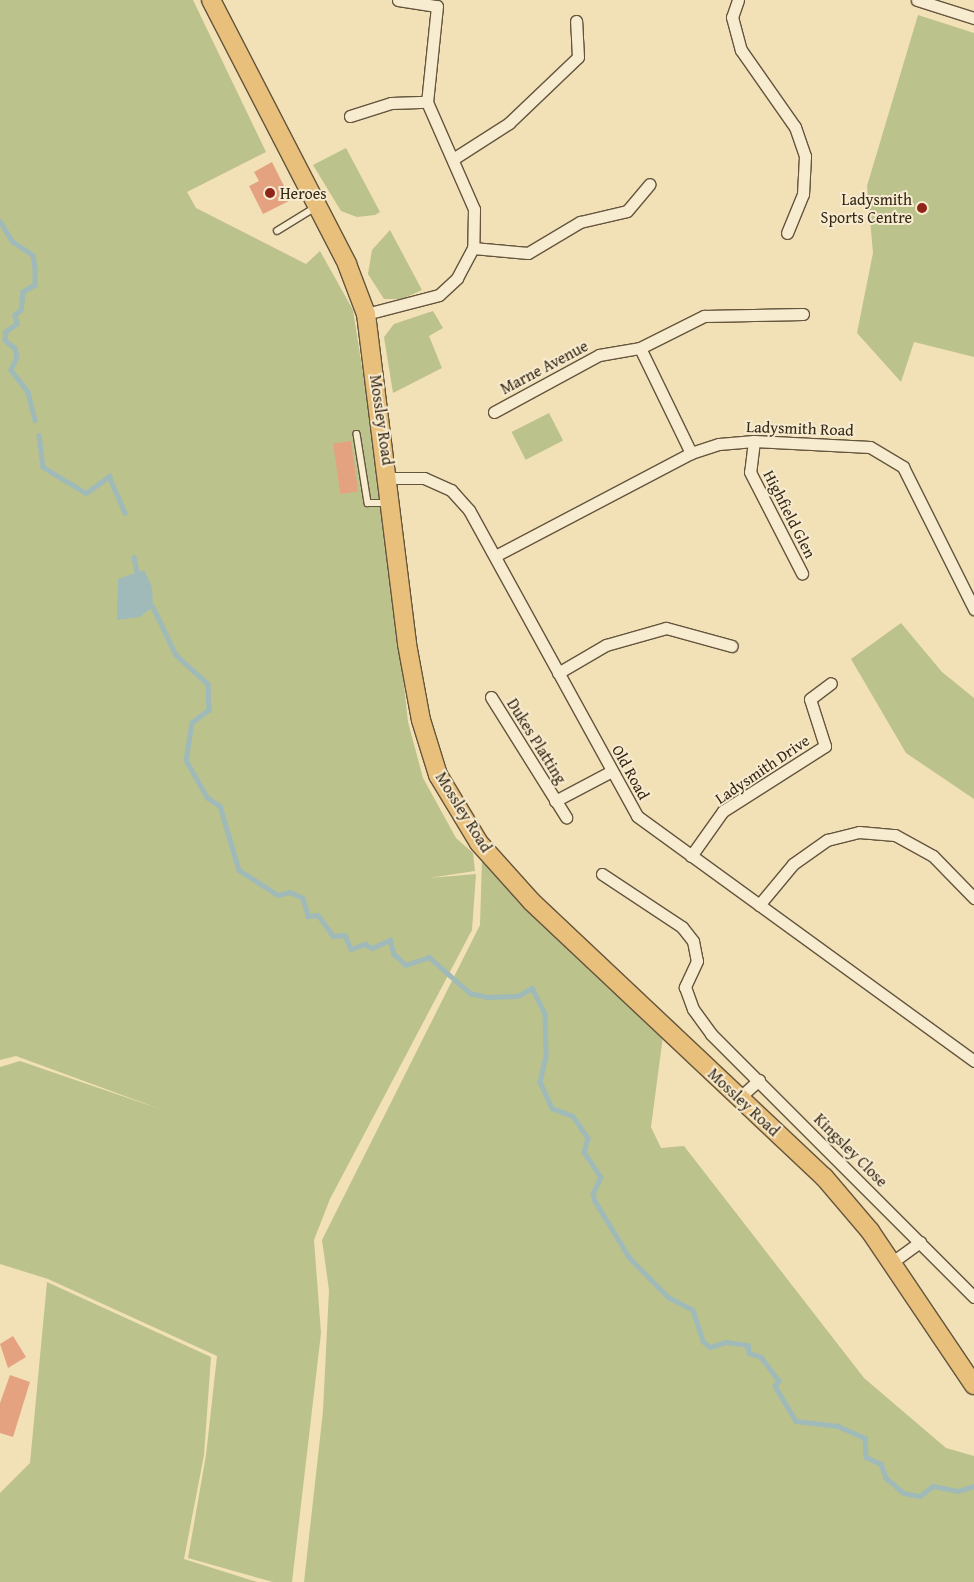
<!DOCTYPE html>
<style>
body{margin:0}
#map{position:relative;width:974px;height:1582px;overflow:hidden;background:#f2e0b6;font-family:"Gentium Book Plus",serif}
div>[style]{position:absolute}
.green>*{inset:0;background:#bcc28c;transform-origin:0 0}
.water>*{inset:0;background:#9fbab8}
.stream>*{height:4.5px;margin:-2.25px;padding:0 2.25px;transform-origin:2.25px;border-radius:2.25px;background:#9fbab8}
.building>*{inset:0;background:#e4a281;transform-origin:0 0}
.roads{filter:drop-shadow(1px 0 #64553d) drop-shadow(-1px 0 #64553d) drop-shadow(0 1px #64553d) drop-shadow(0 -1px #64553d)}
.lane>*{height:5.5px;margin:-2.75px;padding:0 2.75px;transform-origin:2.75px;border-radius:2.75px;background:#f7ebd0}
.street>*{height:11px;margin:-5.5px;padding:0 5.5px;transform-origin:5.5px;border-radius:5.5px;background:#f7ebd0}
.primary>*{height:18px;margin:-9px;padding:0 9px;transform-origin:9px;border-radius:9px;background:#e9c07b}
.dots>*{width:14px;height:14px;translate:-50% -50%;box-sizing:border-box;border:2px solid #f7ebd0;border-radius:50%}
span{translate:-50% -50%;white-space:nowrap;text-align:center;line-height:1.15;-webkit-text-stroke:4px #f7ebd0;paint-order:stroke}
.poi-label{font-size:16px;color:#352715}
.left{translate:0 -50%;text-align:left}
.right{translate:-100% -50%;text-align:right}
.street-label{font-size:16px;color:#352715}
</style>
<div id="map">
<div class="green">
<div style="clip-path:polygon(0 0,193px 0,266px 152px,187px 192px,196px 208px,306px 264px,320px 251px,353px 310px,386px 520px,408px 722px,423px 778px,456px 838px,473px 853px,475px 871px,429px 878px,476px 874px,472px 930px,330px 1199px,314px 1240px,321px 1333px,292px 1582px,273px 1582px,188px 1558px,206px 1455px,217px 1356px,48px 1279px,0 1264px,0 1067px,20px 1061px,160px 1109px,16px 1056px,0 1060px)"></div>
<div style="clip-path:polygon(918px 15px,974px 33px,974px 357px,914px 342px,901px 382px,857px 333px,873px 253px,867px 186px)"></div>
<div style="clip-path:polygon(346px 148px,380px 212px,375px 215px,357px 217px,341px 211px,313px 165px)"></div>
<div style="clip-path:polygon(390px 230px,422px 290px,402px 299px,384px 299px,368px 274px,372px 250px)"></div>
<div style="clip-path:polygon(433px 311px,443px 328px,429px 336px,442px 368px,393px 393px,384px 337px,394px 324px)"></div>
<div style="left:549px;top:413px;width:31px;height:42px;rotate:63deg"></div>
<div style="clip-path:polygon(901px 623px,942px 672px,974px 698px,974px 799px,906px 753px,851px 659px)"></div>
<div style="clip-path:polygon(482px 860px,663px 1036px,651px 1127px,661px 1148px,684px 1146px,864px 1378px,946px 1448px,974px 1456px,974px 1582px,304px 1582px,323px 1411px,329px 1290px,322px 1240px,480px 925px)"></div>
<div style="clip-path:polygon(47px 1282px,211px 1357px,204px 1455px,184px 1559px,257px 1582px,0 1582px,0 1493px,30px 1463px)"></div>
</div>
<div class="water">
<div style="clip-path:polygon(144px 570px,152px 587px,153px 607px,140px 617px,117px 620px,118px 579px)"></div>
</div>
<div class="stream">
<div style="left:0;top:221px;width:23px;rotate:59deg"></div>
<div style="left:12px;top:241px;width:25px;rotate:34deg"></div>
<div style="left:33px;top:255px;width:12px;rotate:81deg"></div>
<div style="left:35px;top:267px;width:18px;rotate:90deg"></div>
<div style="left:35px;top:285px;width:14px;rotate:150deg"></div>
<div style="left:23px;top:292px;width:18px;rotate:96deg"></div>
<div style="left:21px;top:310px;width:8px;rotate:140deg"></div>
<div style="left:15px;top:315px;width:9px;rotate:77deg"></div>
<div style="left:17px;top:324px;width:14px;rotate:144deg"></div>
<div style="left:6px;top:332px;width:8px;rotate:97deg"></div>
<div style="left:5px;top:340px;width:13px;rotate:39deg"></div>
<div style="left:15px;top:348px;width:9px;rotate:77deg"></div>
<div style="left:17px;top:357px;width:14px;rotate:115deg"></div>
<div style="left:11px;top:370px;width:28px;rotate:52deg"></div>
<div style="left:28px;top:392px;width:29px;rotate:76deg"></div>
<div style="left:39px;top:435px;width:32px;rotate:83deg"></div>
<div style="left:43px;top:467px;width:50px;rotate:31.2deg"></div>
<div style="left:86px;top:493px;width:29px;rotate:-36deg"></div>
<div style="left:109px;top:476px;width:40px;rotate:66.6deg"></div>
<div style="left:134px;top:557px;width:15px;rotate:79deg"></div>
<div style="left:153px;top:607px;width:53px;rotate:64.4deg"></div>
<div style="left:176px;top:655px;width:43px;rotate:42.2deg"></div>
<div style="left:208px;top:684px;width:26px;rotate:88deg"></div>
<div style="left:209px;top:710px;width:21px;rotate:143deg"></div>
<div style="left:192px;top:723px;width:37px;rotate:99deg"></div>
<div style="left:186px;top:760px;width:43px;rotate:60.4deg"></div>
<div style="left:207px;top:797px;width:16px;rotate:35deg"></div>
<div style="left:220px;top:806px;width:67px;rotate:73.5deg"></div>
<div style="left:239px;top:870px;width:46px;rotate:32.7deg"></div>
<div style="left:278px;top:895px;width:12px;rotate:-14deg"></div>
<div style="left:290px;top:892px;width:14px;rotate:25deg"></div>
<div style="left:303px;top:898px;width:19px;rotate:74deg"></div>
<div style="left:308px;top:916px;width:10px;rotate:-6deg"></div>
<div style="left:318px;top:915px;width:26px;rotate:54deg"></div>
<div style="left:333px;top:936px;width:12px;rotate:-5deg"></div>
<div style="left:345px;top:935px;width:15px;rotate:67deg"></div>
<div style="left:351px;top:949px;width:15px;rotate:-20deg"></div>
<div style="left:365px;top:944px;width:8px;rotate:30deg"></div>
<div style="left:372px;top:948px;width:20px;rotate:-24deg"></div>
<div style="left:390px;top:940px;width:15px;rotate:74deg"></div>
<div style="left:394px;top:954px;width:16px;rotate:43deg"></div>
<div style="left:406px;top:965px;width:24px;rotate:-19deg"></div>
<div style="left:429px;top:957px;width:55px;rotate:41.3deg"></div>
<div style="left:470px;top:993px;width:18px;rotate:13deg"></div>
<div style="left:488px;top:997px;width:30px;rotate:-2deg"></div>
<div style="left:518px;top:996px;width:16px;rotate:-30deg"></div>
<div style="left:532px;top:988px;width:29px;rotate:63deg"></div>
<div style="left:545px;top:1014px;width:42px;rotate:88.6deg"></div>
<div style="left:546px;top:1056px;width:27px;rotate:103deg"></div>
<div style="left:540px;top:1082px;width:29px;rotate:65deg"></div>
<div style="left:552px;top:1108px;width:22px;rotate:21deg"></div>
<div style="left:573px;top:1116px;width:27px;rotate:56deg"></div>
<div style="left:588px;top:1138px;width:15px;rotate:106deg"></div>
<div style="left:584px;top:1152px;width:30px;rotate:56deg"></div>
<div style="left:601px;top:1177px;width:19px;rotate:115deg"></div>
<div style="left:593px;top:1194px;width:7px;rotate:74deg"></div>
<div style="left:595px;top:1201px;width:66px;rotate:58.7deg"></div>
<div style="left:629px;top:1257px;width:56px;rotate:45.7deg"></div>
<div style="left:668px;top:1297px;width:28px;rotate:27deg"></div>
<div style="left:693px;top:1310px;width:33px;rotate:72deg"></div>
<div style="left:703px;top:1341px;width:9px;rotate:41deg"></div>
<div style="left:710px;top:1347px;width:17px;rotate:-17deg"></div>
<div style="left:726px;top:1342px;width:22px;rotate:8deg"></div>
<div style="left:748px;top:1345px;width:8px;rotate:83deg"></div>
<div style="left:749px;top:1353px;width:13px;rotate:18deg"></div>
<div style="left:761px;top:1357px;width:30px;rotate:53deg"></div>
<div style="left:779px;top:1381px;width:6px;rotate:129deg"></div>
<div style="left:775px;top:1386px;width:41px;rotate:59deg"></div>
<div style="left:796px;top:1421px;width:42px;rotate:6.8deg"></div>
<div style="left:838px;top:1426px;width:30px;rotate:24deg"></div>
<div style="left:865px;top:1438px;width:19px;rotate:87deg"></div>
<div style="left:866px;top:1457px;width:17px;rotate:25deg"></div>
<div style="left:881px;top:1464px;width:15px;rotate:70deg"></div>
<div style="left:886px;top:1478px;width:23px;rotate:40deg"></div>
<div style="left:904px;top:1493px;width:16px;rotate:11deg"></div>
<div style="left:920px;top:1496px;width:16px;rotate:-38deg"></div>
<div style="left:933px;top:1486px;width:25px;rotate:11deg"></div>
<div style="left:958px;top:1491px;width:17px;rotate:-17deg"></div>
</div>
<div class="building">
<div style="clip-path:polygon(272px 162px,291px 200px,263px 214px,249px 186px,259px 181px,254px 172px)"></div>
<div style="left:351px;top:441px;width:51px;height:18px;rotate:82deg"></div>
<div style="clip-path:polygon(13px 1336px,26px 1357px,8px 1368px,0 1344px)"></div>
<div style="clip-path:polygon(10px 1375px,30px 1382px,13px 1437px,0 1433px,0 1403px)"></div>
</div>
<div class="roads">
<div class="lane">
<div style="left:277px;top:231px;width:46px;rotate:-31.6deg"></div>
<div style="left:357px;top:434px;width:70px;rotate:80.9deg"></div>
<div style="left:368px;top:503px;width:20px"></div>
</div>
<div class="street">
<div style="left:398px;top:0;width:39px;rotate:9deg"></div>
<div style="left:437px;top:6px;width:97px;rotate:95.9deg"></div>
<div style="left:738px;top:0;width:18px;rotate:109deg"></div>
<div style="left:732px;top:17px;width:34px;rotate:75deg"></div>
<div style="left:741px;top:50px;width:94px;rotate:55deg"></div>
<div style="left:795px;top:127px;width:31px;rotate:71deg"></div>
<div style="left:805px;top:156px;width:38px;rotate:93deg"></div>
<div style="left:803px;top:194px;width:42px;rotate:112.3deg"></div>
<div style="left:917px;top:0;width:60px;rotate:17.5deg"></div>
<div style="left:350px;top:116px;width:43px;rotate:-17.6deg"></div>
<div style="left:391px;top:103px;width:36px;rotate:-2deg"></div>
<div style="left:427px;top:102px;width:117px;rotate:66.3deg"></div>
<div style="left:474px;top:209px;width:39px;rotate:91deg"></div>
<div style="left:453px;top:159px;width:67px;rotate:-32.7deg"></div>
<div style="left:509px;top:123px;width:95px;rotate:-43.7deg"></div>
<div style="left:578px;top:57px;width:36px;rotate:-93deg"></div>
<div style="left:366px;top:314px;width:75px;rotate:-14.6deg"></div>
<div style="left:439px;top:295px;width:25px;rotate:-43deg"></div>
<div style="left:457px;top:278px;width:34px;rotate:-62deg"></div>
<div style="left:473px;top:248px;width:55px;rotate:5.2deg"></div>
<div style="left:528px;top:253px;width:61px;rotate:-30.8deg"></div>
<div style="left:580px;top:222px;width:48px;rotate:-13.2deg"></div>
<div style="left:627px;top:211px;width:35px;rotate:-50deg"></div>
<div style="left:640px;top:348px;width:72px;rotate:-26.6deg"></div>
<div style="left:704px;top:316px;width:99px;rotate:-1.2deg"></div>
<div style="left:494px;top:412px;width:119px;rotate:-28.5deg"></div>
<div style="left:599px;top:355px;width:42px;rotate:-9.7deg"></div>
<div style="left:640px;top:348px;width:117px;rotate:64.1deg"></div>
<div style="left:754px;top:441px;width:31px;rotate:97deg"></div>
<div style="left:750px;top:472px;width:114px;rotate:62.8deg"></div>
<div style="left:390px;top:478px;width:34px"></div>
<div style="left:424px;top:478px;width:30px;rotate:24deg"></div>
<div style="left:451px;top:490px;width:27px;rotate:48deg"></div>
<div style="left:469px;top:510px;width:349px;rotate:61.2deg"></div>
<div style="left:637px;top:816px;width:417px;rotate:36deg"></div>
<div style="left:497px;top:555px;width:219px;rotate:-27.7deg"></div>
<div style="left:691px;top:453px;width:29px;rotate:-18deg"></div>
<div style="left:719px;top:444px;width:35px;rotate:-5deg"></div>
<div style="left:754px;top:441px;width:116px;rotate:3deg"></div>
<div style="left:870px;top:447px;width:39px;rotate:31deg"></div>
<div style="left:903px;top:467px;width:159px;rotate:63.4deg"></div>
<div style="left:558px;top:673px;width:56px;rotate:-30.3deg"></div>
<div style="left:606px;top:645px;width:62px;rotate:-15.8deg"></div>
<div style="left:666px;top:628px;width:68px;rotate:15.3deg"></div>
<div style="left:491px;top:697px;width:142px;rotate:58deg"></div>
<div style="left:555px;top:801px;width:64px;rotate:-27.8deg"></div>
<div style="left:691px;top:856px;width:55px;rotate:-54.6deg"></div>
<div style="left:723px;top:811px;width:121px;rotate:-32.5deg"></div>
<div style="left:825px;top:746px;width:49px;rotate:-107.7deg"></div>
<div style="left:810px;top:699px;width:26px;rotate:-37deg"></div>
<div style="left:602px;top:874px;width:96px;rotate:33.5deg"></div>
<div style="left:682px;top:927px;width:18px;rotate:52deg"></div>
<div style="left:693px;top:941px;width:20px;rotate:79deg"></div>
<div style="left:697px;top:961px;width:29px;rotate:115deg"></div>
<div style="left:685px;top:987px;width:23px;rotate:70deg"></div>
<div style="left:693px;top:1009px;width:31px;rotate:54deg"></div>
<div style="left:711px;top:1034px;width:372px;rotate:45deg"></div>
<div style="left:759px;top:905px;width:53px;rotate:-50.3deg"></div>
<div style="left:793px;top:864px;width:42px;rotate:-35.2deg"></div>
<div style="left:827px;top:840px;width:33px;rotate:-14deg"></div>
<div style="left:859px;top:832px;width:36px;rotate:5deg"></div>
<div style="left:895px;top:835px;width:43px;rotate:28.9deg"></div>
<div style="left:933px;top:856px;width:59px;rotate:45.7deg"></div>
<div style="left:739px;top:1098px;width:27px;rotate:-42deg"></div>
<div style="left:891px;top:1263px;width:36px;rotate:-36deg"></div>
</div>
<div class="primary">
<div style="left:211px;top:0;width:297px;rotate:62.7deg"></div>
<div style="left:347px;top:264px;width:53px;rotate:69.2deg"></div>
<div style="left:366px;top:314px;width:333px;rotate:82.9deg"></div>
<div style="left:407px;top:644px;width:77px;rotate:79.6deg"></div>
<div style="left:421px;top:720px;width:58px;rotate:72.8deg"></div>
<div style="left:438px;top:775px;width:79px;rotate:58.9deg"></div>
<div style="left:479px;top:843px;width:79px;rotate:48.1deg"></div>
<div style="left:532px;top:902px;width:401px;rotate:43.3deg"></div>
<div style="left:824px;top:1177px;width:71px;rotate:49.6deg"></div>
<div style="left:870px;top:1231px;width:186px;rotate:56deg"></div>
</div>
</div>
<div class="dots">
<div style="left:270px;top:193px;background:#8f2418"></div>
<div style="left:922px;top:208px;background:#8f2418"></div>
</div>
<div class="poi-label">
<span class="left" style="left:280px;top:193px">Heroes</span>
<span class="right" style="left:912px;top:208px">Ladysmith<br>Sports Centre</span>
</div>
<div class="street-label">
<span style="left:544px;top:367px;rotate:-28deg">Marne Avenue</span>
<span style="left:382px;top:420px;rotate:82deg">Mossley Road</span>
<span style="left:800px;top:428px;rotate:2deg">Ladysmith Road</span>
<span style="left:790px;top:514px;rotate:63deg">Highfield Glen</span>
<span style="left:537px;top:741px;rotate:58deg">Dukes Platting</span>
<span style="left:762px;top:769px;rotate:-34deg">Ladysmith Drive</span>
<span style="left:631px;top:772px;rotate:61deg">Old Road</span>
<span style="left:464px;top:812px;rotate:58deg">Mossley Road</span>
<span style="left:744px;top:1102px;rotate:43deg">Mossley Road</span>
<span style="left:851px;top:1150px;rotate:45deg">Kingsley Close</span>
</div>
</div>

===============

Work order:
Would you copy, exactly, each line from the start of the listing above through the line with "0 #64553d) drop-shadow(-1px", both ends included, but none of the pictures?

Final answer:
<!DOCTYPE html>
<style>
body{margin:0}
#map{position:relative;width:974px;height:1582px;overflow:hidden;background:#f2e0b6;font-family:"Gentium Book Plus",serif}
div>[style]{position:absolute}
.green>*{inset:0;background:#bcc28c;transform-origin:0 0}
.water>*{inset:0;background:#9fbab8}
.stream>*{height:4.5px;margin:-2.25px;padding:0 2.25px;transform-origin:2.25px;border-radius:2.25px;background:#9fbab8}
.building>*{inset:0;background:#e4a281;transform-origin:0 0}
.roads{filter:drop-shadow(1px 0 #64553d) drop-shadow(-1px 0 #64553d) drop-shadow(0 1px #64553d) drop-shadow(0 -1px #64553d)}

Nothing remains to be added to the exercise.